Update 9:39 a.m. ET - Hillary Clinton's campaign reportedly "clarified" their previous statement, saying her first speech since losing to Donald Trump will take place at 10:30 a.m. at the New Yorker Hotel, according to a breakingnews.com alert.
Running-mate Tim Kaine will also appear with Clinton as she addresses supporters and staff.
Democrat Hillary Clinton is expected to speak for the first time Wednesday morning after her stunning and unexpected loss to Republican Donald Trump in the 2016 race for the White House. Clinton, who as of Wednesday morning had captured 218 electoral votes compared to Trumps’ victorious 289, is scheduled to appear at the New Yorker Hotel’s Grand Ballroom in New York City at 9:30 a.m. EST, her campaign announced.
The former secretary of state and first lady conceded to Trump but did not address her supporters at Jacob Javits Center in New York City after the loss, with reports suggesting she was too upset to do so. Instead, campaign manager John Podesta told those assembled that there would be no announcement from the campaign until Wednesday morning.

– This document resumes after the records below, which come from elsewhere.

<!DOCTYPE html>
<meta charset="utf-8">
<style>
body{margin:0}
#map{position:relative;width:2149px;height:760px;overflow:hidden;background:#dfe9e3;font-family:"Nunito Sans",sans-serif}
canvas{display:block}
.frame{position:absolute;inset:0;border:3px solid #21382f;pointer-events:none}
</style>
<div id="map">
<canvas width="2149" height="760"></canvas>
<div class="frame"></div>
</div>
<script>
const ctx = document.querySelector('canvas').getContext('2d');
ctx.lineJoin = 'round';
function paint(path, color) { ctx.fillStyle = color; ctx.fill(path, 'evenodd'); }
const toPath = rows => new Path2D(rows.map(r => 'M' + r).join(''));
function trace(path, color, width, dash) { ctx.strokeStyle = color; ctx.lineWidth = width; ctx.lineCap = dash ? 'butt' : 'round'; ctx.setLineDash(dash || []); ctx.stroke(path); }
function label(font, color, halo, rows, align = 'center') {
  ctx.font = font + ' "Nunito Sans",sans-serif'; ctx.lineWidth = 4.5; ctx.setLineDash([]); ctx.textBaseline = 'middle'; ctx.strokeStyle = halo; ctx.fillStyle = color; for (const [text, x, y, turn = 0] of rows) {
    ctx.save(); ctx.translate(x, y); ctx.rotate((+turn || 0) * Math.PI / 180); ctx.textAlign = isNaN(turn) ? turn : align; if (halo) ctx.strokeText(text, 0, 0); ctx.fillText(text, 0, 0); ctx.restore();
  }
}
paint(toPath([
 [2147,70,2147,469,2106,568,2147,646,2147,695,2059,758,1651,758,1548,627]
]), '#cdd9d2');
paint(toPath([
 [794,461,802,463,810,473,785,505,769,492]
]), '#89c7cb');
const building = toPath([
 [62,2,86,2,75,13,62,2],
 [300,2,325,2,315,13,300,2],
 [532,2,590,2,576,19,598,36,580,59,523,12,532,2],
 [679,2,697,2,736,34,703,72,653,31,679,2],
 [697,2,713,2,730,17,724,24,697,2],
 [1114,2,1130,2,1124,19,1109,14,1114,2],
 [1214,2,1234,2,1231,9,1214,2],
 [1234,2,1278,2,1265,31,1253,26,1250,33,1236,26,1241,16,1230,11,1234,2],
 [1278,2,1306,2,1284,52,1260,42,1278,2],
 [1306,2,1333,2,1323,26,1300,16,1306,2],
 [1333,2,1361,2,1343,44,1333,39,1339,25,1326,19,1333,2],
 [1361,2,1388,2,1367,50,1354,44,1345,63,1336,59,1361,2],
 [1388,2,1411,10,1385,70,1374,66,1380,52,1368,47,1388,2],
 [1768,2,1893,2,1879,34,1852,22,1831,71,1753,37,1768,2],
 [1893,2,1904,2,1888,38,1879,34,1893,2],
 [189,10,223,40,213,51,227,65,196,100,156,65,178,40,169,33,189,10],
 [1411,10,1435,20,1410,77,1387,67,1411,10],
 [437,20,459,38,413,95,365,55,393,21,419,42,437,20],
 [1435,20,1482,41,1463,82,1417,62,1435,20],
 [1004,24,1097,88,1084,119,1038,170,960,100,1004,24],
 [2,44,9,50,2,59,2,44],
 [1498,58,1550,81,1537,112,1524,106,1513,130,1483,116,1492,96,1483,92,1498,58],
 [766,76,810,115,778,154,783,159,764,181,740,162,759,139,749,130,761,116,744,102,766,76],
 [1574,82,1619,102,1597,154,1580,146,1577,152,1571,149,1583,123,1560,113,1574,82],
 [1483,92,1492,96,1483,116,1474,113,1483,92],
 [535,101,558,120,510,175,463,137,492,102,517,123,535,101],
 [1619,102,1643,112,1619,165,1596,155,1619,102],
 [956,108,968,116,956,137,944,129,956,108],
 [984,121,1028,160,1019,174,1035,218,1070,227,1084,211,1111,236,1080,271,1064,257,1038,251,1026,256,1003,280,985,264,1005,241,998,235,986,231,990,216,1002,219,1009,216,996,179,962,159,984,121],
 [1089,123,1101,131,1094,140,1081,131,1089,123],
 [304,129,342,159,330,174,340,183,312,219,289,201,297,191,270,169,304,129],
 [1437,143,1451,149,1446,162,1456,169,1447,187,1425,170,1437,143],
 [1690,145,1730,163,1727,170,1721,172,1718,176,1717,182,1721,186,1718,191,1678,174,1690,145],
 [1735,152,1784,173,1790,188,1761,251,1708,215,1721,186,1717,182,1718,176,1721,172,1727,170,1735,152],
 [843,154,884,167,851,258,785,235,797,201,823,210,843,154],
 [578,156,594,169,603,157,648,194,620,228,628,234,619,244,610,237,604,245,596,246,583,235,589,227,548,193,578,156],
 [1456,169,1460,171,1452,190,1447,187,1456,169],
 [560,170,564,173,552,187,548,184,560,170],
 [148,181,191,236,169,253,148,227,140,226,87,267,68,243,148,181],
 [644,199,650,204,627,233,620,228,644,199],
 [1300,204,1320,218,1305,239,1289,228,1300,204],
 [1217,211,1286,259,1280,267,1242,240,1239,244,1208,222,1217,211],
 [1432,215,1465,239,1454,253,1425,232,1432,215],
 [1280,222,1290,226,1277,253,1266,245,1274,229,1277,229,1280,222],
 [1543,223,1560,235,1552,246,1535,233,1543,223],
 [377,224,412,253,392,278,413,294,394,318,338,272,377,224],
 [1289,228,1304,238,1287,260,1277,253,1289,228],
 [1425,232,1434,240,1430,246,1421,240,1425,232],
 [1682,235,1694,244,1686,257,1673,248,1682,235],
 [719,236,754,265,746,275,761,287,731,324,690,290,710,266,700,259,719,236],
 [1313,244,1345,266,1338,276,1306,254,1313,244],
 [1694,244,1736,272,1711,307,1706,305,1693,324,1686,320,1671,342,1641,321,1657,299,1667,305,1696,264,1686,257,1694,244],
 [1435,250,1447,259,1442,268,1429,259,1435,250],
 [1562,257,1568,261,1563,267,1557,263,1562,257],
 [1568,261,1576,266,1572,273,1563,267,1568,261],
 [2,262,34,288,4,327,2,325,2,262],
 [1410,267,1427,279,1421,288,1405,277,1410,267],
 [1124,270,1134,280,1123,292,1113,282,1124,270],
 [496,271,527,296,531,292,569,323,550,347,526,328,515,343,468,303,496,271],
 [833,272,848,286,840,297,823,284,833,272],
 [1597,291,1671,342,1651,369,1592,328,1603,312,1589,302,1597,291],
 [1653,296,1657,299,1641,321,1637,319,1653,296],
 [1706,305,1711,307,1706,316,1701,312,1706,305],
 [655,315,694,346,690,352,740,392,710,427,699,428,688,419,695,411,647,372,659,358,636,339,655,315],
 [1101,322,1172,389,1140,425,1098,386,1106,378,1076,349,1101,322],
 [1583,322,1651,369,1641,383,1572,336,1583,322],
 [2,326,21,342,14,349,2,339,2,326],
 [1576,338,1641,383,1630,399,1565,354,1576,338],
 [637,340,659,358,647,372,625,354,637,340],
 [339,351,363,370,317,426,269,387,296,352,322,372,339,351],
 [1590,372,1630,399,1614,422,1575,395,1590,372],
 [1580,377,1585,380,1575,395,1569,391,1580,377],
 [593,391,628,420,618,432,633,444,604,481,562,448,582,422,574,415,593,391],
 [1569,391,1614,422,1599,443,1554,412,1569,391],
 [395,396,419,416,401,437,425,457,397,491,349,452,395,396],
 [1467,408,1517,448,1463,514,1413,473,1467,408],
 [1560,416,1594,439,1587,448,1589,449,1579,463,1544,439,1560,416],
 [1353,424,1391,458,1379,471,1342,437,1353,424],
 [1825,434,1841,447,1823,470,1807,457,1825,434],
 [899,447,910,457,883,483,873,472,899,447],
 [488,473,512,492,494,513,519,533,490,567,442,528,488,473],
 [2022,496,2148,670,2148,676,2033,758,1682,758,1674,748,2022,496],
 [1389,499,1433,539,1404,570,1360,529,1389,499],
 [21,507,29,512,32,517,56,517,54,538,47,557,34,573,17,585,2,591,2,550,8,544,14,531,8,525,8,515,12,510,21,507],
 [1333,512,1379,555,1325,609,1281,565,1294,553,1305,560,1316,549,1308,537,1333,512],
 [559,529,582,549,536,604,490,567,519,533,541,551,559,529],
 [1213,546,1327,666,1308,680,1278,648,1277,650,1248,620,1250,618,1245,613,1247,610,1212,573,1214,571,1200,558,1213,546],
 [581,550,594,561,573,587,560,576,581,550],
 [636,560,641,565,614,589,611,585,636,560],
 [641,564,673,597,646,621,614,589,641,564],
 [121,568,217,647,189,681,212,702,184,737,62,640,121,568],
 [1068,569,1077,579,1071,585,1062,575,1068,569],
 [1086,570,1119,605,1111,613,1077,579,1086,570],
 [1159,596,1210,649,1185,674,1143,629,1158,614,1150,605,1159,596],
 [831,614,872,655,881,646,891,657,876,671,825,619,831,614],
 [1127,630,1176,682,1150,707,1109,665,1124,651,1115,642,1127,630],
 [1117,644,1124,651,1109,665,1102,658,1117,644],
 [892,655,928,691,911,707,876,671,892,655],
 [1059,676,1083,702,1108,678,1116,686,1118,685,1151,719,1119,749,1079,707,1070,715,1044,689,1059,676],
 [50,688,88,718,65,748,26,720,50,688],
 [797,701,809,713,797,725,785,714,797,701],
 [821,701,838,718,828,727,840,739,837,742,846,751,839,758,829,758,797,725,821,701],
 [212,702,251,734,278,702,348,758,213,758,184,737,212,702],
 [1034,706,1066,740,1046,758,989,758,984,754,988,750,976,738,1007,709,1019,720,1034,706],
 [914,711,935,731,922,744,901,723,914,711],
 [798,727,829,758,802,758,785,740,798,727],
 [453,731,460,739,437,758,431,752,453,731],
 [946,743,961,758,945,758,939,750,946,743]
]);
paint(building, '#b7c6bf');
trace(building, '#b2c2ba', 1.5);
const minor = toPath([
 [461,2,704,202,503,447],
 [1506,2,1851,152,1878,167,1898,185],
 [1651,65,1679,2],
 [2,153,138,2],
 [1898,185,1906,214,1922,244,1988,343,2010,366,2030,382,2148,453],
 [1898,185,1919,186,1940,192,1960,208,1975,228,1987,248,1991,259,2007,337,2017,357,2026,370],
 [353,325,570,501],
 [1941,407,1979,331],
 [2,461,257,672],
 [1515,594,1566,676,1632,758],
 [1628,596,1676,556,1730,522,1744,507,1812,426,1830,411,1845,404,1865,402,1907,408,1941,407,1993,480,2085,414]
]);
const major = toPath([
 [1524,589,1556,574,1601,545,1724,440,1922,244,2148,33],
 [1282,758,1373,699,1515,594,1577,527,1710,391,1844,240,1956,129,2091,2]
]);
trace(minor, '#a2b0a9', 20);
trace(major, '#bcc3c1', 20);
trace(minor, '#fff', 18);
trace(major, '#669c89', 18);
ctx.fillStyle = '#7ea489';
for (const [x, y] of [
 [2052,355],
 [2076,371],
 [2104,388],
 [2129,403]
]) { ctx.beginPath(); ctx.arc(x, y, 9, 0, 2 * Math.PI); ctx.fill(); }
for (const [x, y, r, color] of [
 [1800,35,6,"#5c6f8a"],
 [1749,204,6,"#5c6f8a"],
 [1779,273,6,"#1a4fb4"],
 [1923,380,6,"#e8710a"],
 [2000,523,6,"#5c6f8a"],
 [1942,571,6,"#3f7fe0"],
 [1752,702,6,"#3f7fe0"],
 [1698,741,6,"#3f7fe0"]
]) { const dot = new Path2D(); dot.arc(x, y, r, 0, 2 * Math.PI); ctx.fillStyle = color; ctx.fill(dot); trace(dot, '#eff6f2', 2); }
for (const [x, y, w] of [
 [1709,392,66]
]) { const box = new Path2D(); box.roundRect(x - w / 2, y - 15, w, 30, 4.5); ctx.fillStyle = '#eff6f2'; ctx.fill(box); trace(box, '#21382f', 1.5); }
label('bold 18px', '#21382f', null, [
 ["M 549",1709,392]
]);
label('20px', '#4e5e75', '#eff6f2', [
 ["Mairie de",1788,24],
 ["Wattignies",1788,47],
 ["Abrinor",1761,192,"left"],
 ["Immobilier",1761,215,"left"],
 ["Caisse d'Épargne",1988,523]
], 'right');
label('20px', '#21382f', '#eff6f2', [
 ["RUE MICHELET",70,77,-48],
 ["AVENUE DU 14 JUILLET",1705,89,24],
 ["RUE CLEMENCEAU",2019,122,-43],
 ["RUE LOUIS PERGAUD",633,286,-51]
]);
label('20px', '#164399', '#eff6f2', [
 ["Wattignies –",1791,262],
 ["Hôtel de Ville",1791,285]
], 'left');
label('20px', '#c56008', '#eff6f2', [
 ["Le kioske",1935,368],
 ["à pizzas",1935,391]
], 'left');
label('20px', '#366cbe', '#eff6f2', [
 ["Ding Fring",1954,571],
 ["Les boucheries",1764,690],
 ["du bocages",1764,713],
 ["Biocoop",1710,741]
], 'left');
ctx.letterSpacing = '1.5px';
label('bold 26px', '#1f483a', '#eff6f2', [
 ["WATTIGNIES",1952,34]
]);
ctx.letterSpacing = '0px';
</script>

“I have to say this tonight: goodnight,” Podesta said. “We will be back, and we will have more to say. Let's get those votes counted, and let's bring this home.”
Clinton would concede to Trump only a couple hours following Podesta’s comment.

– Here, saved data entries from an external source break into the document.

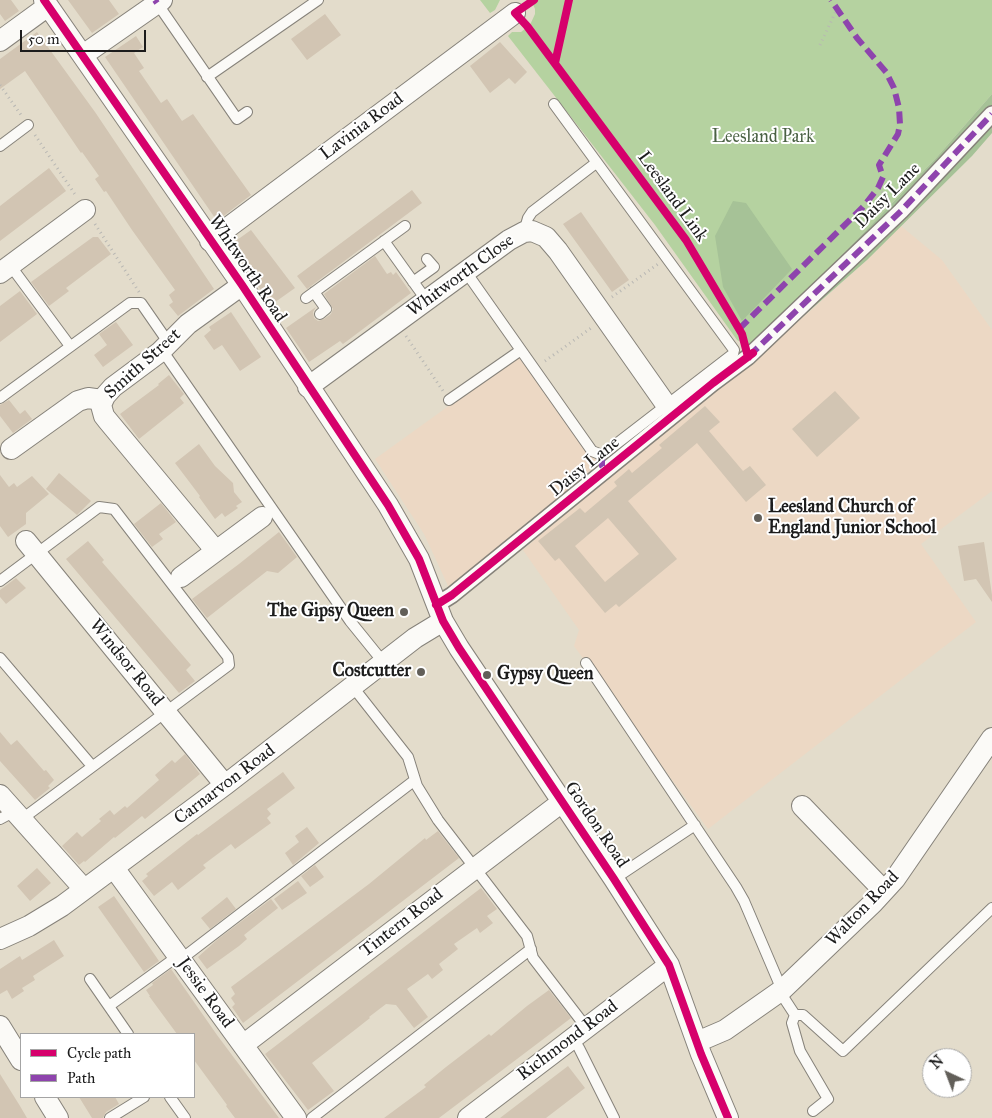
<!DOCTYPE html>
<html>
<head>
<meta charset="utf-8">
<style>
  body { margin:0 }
  #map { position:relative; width:992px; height:1118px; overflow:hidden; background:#e3dccb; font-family:"IM FELL Great Primer",serif }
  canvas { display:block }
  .legend { position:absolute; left:20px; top:1033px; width:175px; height:65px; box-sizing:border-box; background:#fff; border:1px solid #a4a4a4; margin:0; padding:6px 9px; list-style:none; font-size:15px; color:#1c1c1c }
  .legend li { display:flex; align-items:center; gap:10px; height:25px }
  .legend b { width:25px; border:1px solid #a4a4a4 }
  .north { position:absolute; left:922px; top:1048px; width:50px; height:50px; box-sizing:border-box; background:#fff; border:1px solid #a4a4a4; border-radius:50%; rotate:317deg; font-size:14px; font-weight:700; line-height:20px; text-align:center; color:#1c1c1c }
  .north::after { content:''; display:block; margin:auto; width:18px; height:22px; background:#625f59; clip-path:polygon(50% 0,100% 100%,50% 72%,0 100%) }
  .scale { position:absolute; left:20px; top:30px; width:126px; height:22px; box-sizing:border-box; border:2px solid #1c1c1c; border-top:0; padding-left:6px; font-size:15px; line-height:18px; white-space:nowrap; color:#1c1c1c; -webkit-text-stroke:4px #fff; paint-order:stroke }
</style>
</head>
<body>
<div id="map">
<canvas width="992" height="1118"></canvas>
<ul class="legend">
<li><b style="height:6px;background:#d6006c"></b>Cycle path</li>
<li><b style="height:6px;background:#8e44ad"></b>Path</li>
</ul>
<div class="north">N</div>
<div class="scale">50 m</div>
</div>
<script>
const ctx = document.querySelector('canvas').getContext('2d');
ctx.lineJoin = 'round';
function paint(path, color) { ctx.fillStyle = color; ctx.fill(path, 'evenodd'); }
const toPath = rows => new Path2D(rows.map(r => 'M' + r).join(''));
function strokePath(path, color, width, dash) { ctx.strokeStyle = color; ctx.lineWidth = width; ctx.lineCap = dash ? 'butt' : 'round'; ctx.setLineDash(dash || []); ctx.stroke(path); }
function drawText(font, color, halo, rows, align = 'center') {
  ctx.font = font + ' "IM FELL Great Primer",serif'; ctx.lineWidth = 4; ctx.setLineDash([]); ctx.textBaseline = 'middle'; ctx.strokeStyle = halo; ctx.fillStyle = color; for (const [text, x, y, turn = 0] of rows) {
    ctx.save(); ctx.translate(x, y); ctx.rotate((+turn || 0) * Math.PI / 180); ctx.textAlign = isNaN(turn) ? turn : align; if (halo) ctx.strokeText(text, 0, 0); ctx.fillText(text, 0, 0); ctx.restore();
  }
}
paint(toPath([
  [901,226,942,260,992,330,992,491,921,544,976,622,708,829,574,646,579,630,523,550,623,464,757,357,816,306,867,260],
  [518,356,601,467,449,588,424,534,375,459]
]), '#ecd8c4');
paint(toPath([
  [480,0,500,0,495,10,490,13],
  [531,0,992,0,992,94,936,158,797,301,748,346,737,340,655,225,508,36,512,32,521,32,530,25,535,14,535,9]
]), '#b5d2a0');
paint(toPath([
  [992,94,992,133,972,156,867,260,757,357,748,346,797,301,936,158],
  [733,201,746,203,792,269,742,321,723,287,715,236]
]), '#a6c297');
paint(toPath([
  [0,0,11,0,19,11,5,21,0,14],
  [68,0,109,0,119,14,92,33],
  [325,14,341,35,307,60,291,39],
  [37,32,95,112,214,289,178,316,169,305,173,302,169,295,175,290,132,230,106,191,104,192,95,179,99,176,82,152,81,153,25,71,0,89,0,59],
  [136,36,143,47,134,53,144,68,139,71,161,103,167,99,182,121,193,114,251,195,217,221,105,57],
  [500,42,527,72,515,84,509,78,490,93,470,66],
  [49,168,66,191,0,241,0,206],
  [412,190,422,203,307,289,297,276],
  [581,212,629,280,612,292,563,224],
  [251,230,295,288,271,305,230,245],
  [93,237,98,237,111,254,66,288,69,291,49,306,31,282],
  [375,256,387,274,391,272,393,275,396,272,411,293,343,344,340,341,309,362,286,328,316,307,313,312,314,318,318,321,324,319,331,314,333,309,324,294],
  [20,291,37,314,0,342,0,306],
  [231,312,261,357,240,371,222,345,214,350,204,336,211,330,209,327],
  [116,322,133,345,103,367,94,355,107,345,99,334],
  [169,375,184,394,180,398,184,403,139,439,120,414,159,385,158,384],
  [835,391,860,418,817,457,792,429],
  [9,400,20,414,25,410,32,419,13,433,0,416,0,405],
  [705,406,720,422,709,431,743,471,750,466,766,485,746,502,697,443,628,501,677,559,619,607,616,604,605,613,559,558,555,561,538,541,580,508,585,513,617,486,614,482,629,469,632,473,662,448,659,445],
  [608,518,639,554,605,582,575,546],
  [199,444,215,466,233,483,234,492,242,502,236,506,238,508,225,517,222,513,215,519,199,497,200,496,175,463],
  [59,473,91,501,77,515,46,489],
  [0,475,9,487,14,483,17,487,32,476,49,494,26,513,26,524,8,537,0,526],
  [161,503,176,522,159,534,163,539,152,547,134,524],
  [279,532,297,557,278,573,267,571,207,618,192,599,239,564],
  [88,541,104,560,102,562,191,665,186,670,195,681,179,693,66,559],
  [984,542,992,595,992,602,976,579,964,581,958,546],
  [16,578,26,588,6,604,0,597,0,590],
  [0,732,11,745,17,740,44,771,46,770,54,780,48,786,50,788,35,800,0,761],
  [185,754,200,774,145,819,142,816,115,838,114,837,85,862,84,861,79,865,62,846,77,832,82,837,101,821,99,819,110,810,114,815,125,806,127,808,159,780,155,775,172,760,175,763],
  [283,772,295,788,267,809,271,814,267,818,271,823,235,849,231,844,203,865,206,868,178,890,172,882,154,896,142,881,148,876,146,874,197,834,198,835],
  [307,827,319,843,293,865,285,853,299,842,295,836],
  [438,831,459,858,243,1023,232,1007,235,1004,231,998,235,994,231,987,369,884,425,838,426,840],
  [315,865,324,877,310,887,301,876],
  [37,868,51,883,30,901,17,886],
  [298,881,307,893,282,910,274,899],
  [481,888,497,909,487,916,493,923,480,933,477,928,454,944,458,949,439,964,443,970,432,979,428,974,407,989,428,1017,414,1028,396,1005,386,1004,369,1017,370,1018,356,1029,312,1063,334,1091,308,1110,265,1054],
  [114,896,159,961,144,972,98,907],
  [227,897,236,909,210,929,201,918],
  [271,899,278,908,244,935,247,939,239,946,207,969,198,957,218,939],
  [54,940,64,956,33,976,35,980,22,988,24,991,12,999,7,990,0,994,0,969,20,956,22,960],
  [171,969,217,1035,279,1118,235,1118,226,1106,227,1105,194,1060,194,1034,177,1034,149,996,150,996,146,990,153,985,152,983],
  [549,990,571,1018,554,1031,439,1118,384,1118,426,1087,424,1085,446,1067,489,1034,491,1036,527,1006],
  [568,1066,585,1088,576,1095,546,1118,500,1118],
  [0,1074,20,1106,27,1118,0,1118],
  [79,1097,115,1097,119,1104,106,1112,103,1118,92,1118]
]), '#d2c5b3');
const service = toPath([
  [157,3,237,119,247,112],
  [207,77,318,0],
  [0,146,28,125],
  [524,232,528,218,532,212,596,163],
  [384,241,427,301],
  [10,265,70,346],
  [466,272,592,451,602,455,733,354,734,350,554,104],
  [413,282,434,267,427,259],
  [314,292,326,309,320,314],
  [306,298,405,226],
  [162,350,350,621,384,663],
  [0,398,130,303,141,303,168,342],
  [449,400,521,350],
  [0,581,99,507,114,509,228,657,229,665,22,819],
  [0,658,92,766],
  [586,663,736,887,744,901,782,990],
  [353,687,408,757,417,786,438,820,527,936,533,958,586,1027],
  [0,819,15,811],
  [614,879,695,825],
  [180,960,415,780],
  [90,979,128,1034],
  [780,992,795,1015],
  [109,1006,178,956],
  [795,1015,803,1015,843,1051,992,908],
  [795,1015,792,1023,800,1051,828,1099,813,1111],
  [573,1038,579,1048,614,1118],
  [170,1097,185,1118],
  [110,1118,144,1097],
  [312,1118,531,949]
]);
const pedestrian = toPath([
  [436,605,452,595,713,383,748,357,901,211,992,114]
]);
const minor = toPath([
  [44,0,242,285,388,505,419,559,443,621,459,648,614,879,669,965,701,1054,728,1118],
  [0,41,48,6],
  [83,55,162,0],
  [210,241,515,13],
  [0,273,85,210],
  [308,387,509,240,524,232,532,231,546,237,558,251,667,406],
  [11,449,78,401,88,398,102,400],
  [26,541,225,785],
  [216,551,108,421,104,416,101,405,105,396,113,387,160,352,188,324,242,285],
  [181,577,262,517],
  [0,795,84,889],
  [802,806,884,891],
  [114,868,296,1118],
  [0,939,29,926,62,906,225,785,415,638,443,621],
  [0,1026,21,1060],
  [697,1042,725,1030,782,990,873,903,895,879,992,738],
  [243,1045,562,802],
  [45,1097,58,1118],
  [468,1118,669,965]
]);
strokePath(service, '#86827a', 12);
strokePath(pedestrian, '#86827a', 18);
strokePath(minor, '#86827a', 22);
strokePath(toPath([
  [820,45,837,9],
  [0,85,21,115],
  [35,135,76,196],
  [878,188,890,200],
  [95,224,139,292],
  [612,297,658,264],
  [406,336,443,391],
  [545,361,591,328]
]), '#b8b7b3', 3, [1, 4]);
strokePath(service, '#fbfaf7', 10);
strokePath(pedestrian, '#fbfaf7', 15);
strokePath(minor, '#fbfaf7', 20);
strokePath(toPath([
  [155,0,157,3],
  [739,329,863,207,878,188,883,177,879,165,898,134,900,124,899,108,894,88,886,72,857,38,831,0],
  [749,356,901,211,992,114],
  [602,455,602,466,605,470]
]), '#8e44ad', 6, [12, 6]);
strokePath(toPath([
  [44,0,242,285,388,505,419,559,443,621,459,648,614,879,669,965,701,1054,728,1118],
  [534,0,515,13,527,26,686,240,742,334,748,357],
  [555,63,569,0],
  [436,605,452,595,713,383,753,353]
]), '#d6006c', 8);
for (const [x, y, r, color] of [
  [758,518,5,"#625f59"],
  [404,612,5,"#625f59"],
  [421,672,5,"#625f59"],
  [487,675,5,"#625f59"]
]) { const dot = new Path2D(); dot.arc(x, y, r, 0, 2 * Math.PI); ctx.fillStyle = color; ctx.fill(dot); strokePath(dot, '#fff', 2); }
drawText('18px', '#1c1c1c', '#fff', [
  ["Lavinia Road",362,127,-37],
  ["Daisy Lane",888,196,-45],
  ["Leesland Link",672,197,54],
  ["Whitworth Road",247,269,56],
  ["Whitworth Close",461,276,-36],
  ["Smith Street",143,364,-42],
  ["Daisy Lane",585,467,-39],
  ["Windsor Road",126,663,51],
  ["Carnarvon Road",225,785,-37],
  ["Gordon Road",596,825,56],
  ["Walton Road",863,909,-46],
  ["Tintern Road",402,923,-38],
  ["Jessie Road",205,993,54],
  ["Richmond Road",568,1041,-37]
]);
drawText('18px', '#4a6143', '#fff', [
  ["Leesland Park",763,138]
]);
drawText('bold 18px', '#1c1c1c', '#fff', [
  ["Leesland Church of",768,508],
  ["England Junior School",768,529],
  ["The Gipsy Queen",394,612,"right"],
  ["Costcutter",411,672,"right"],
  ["Gypsy Queen",497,675]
], 'left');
</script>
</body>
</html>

Clinton, who was hoping to be the first woman elected president, was ahead in most polls prior to the election and was projected to pick up a slim victory over Trump. And while she did pull ahead in the popular vote early Wednesday morning, Trump took the key states of Ohio, Pennsylvania, and Florida to complete one of the most shocking victories in American political history.
Though Trump called Clinton “crooked” and “nasty,” among other things, he told supporters at his victory party that Clinton had called him to concede and praised her service to the country before calling for unity and saying he plans to be a president for all Americans.
Clinton did manage to secure swing states like Virginia, Nevada, and Colorado, but Trump locked down the even more important states of Ohio, Pennsylvania, and Florida.